The world’s most famous movie theater is 87 years old this week. Though considered ancient by Hollywood standards, the TCL Chinese Theatre (though natives always call it Grauman’s Chinese Theatre) recently underwent a state-of-the-art renovation that makes it the largest single IMAX auditorium in the world. The big screen might draw cinefiles, but it’s the sidewalk in the theatre’s forecourt that pulls in the tourists, nearly four million a year, according to one estimate. The hand and footprints of some 200 Hollywood luminaries, from the 1920s to the present day, are set in cement in the patio. For more than 80 years, visitors have been intrigued by the concrete impressions left by the stars, from John Wayne’s boots to Whoopi Goldberg’s dreadlocks.

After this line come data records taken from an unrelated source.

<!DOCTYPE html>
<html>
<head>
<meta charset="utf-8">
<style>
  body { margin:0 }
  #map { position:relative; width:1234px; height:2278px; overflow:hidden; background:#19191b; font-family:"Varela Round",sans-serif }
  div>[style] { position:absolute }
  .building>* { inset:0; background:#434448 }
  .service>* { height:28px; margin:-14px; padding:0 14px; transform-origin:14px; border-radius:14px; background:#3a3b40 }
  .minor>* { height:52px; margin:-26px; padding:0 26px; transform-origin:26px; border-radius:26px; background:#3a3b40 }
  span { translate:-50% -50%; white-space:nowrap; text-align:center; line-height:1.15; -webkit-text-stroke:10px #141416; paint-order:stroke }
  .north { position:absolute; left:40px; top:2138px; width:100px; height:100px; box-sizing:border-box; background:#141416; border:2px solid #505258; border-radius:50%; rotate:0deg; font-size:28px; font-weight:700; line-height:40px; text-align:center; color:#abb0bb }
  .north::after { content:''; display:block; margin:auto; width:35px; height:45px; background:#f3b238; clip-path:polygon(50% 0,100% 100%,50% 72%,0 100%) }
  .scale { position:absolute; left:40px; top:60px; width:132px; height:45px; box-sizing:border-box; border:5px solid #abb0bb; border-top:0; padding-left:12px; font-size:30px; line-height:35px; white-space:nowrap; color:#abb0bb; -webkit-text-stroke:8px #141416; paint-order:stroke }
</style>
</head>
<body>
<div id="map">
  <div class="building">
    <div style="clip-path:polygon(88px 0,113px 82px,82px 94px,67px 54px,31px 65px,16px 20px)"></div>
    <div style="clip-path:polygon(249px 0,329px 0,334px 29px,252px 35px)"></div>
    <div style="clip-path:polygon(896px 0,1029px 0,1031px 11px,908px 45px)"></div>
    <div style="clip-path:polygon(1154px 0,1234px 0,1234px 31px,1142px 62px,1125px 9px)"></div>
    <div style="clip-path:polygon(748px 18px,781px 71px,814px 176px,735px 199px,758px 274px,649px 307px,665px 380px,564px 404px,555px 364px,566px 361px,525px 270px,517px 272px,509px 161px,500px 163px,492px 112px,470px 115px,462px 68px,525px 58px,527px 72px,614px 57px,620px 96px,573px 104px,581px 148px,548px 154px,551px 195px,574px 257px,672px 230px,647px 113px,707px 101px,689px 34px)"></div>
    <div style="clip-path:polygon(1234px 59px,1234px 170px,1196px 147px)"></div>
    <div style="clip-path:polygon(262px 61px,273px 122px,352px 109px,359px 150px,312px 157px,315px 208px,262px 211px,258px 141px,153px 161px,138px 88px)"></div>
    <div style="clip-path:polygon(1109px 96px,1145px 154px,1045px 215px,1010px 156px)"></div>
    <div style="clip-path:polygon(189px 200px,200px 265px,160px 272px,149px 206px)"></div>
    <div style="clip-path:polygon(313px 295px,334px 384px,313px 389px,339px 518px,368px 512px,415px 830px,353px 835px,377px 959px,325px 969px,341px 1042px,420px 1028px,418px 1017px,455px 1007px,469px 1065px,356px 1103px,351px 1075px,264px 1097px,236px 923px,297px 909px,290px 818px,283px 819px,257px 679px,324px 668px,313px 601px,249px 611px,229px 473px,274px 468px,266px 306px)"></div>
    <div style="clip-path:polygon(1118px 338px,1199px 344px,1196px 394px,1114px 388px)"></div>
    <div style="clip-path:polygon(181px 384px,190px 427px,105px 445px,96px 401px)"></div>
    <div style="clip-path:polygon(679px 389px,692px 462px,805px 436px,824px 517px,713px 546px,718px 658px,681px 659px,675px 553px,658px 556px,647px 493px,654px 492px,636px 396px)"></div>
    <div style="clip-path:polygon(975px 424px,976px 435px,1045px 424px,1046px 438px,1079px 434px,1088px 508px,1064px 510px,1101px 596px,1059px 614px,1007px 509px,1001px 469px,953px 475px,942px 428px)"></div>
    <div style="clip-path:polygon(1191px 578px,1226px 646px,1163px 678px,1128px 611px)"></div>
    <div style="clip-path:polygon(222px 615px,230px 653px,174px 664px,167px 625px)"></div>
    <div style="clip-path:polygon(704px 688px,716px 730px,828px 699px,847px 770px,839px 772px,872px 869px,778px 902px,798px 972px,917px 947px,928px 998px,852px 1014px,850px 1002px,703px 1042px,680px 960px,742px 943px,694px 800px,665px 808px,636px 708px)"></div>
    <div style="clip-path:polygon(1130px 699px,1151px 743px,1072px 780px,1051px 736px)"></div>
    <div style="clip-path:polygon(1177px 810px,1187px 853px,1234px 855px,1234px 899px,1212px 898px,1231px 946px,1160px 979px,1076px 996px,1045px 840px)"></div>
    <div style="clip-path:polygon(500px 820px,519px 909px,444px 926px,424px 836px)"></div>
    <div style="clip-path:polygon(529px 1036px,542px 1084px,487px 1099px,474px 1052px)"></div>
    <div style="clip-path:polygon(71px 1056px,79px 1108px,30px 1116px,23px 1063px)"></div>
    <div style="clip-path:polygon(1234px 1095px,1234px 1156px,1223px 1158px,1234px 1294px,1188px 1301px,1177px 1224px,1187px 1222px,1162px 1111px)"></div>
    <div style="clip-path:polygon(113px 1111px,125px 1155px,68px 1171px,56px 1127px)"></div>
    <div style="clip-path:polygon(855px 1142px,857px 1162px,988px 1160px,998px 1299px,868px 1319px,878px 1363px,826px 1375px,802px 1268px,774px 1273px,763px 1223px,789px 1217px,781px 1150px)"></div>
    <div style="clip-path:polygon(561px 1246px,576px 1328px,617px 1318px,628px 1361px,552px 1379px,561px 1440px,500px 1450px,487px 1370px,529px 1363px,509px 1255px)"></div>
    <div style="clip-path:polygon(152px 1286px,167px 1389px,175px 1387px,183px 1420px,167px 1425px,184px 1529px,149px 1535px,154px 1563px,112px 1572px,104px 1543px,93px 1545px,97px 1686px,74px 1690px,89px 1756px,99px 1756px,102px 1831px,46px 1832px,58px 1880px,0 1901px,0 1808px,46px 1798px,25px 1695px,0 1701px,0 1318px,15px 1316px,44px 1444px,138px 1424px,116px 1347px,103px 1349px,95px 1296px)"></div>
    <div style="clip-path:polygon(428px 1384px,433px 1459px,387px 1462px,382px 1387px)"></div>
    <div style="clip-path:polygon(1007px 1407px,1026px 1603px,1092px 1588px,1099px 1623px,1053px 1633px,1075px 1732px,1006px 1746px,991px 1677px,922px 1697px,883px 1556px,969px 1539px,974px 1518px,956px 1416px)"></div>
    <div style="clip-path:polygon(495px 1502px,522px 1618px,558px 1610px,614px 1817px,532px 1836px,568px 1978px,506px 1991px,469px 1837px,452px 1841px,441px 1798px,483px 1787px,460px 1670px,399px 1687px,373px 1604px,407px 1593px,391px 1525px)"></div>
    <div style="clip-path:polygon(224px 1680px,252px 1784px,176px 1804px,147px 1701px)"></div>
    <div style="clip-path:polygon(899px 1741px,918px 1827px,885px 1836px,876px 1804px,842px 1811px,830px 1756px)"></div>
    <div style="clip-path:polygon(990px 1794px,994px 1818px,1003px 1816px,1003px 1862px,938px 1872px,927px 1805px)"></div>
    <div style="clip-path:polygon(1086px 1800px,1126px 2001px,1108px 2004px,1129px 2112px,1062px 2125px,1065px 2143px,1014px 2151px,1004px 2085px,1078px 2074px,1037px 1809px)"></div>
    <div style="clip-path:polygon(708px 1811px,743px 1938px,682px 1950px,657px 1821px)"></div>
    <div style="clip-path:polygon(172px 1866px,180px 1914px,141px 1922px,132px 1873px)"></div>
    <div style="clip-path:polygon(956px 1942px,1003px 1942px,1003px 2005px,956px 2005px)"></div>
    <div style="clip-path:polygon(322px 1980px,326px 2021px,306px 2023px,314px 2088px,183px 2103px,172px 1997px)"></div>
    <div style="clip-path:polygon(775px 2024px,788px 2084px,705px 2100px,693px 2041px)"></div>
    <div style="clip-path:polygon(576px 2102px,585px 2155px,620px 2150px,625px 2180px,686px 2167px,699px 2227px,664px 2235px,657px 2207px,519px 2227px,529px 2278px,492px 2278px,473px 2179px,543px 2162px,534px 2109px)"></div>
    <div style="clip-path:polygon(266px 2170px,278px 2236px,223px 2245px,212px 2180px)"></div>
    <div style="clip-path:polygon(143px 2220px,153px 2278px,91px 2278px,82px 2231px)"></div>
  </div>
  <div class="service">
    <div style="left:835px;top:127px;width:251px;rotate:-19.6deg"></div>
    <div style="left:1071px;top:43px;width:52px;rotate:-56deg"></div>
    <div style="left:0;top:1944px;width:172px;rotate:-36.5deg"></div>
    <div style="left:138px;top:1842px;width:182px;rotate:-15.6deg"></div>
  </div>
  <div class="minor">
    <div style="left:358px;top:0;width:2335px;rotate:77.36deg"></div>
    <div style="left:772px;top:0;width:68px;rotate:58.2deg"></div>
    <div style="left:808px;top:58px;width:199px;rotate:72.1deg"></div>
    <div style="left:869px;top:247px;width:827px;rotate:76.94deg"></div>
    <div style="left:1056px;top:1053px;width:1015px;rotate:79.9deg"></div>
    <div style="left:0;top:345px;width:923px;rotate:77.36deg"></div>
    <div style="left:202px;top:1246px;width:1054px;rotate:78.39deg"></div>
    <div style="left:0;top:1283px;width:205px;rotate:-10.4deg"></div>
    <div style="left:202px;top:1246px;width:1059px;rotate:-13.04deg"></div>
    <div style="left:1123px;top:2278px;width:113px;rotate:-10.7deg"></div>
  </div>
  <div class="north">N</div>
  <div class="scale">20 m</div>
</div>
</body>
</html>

In addition to the hand print ceremonies, the Chinese Theatre has been the venue for three Academy Awards presentations and numerous movie premieres. It’s been used as a set and recreated as a setting in dozens of movies, including Singin’ In The Rain, A Star Is Born, The Aviator and Saving Mr. Banks. In 1968 the city of Los Angeles gave the theatre landmark status, though it was a landmark long before the formal designation.
Here’s a little-known fact: TCL, the company that bought the naming rights for the theatre three years ago, is a Chinese electronics firm.
Now that I’ve provided all this info about the Chinese Theatre, I should mention that although I grew up in L.A. and have visited the famous cement courtyard several times, I’ve only been to a movie there once. It was many years ago, and I can’t recall what picture I saw. I just remember the footprints outside.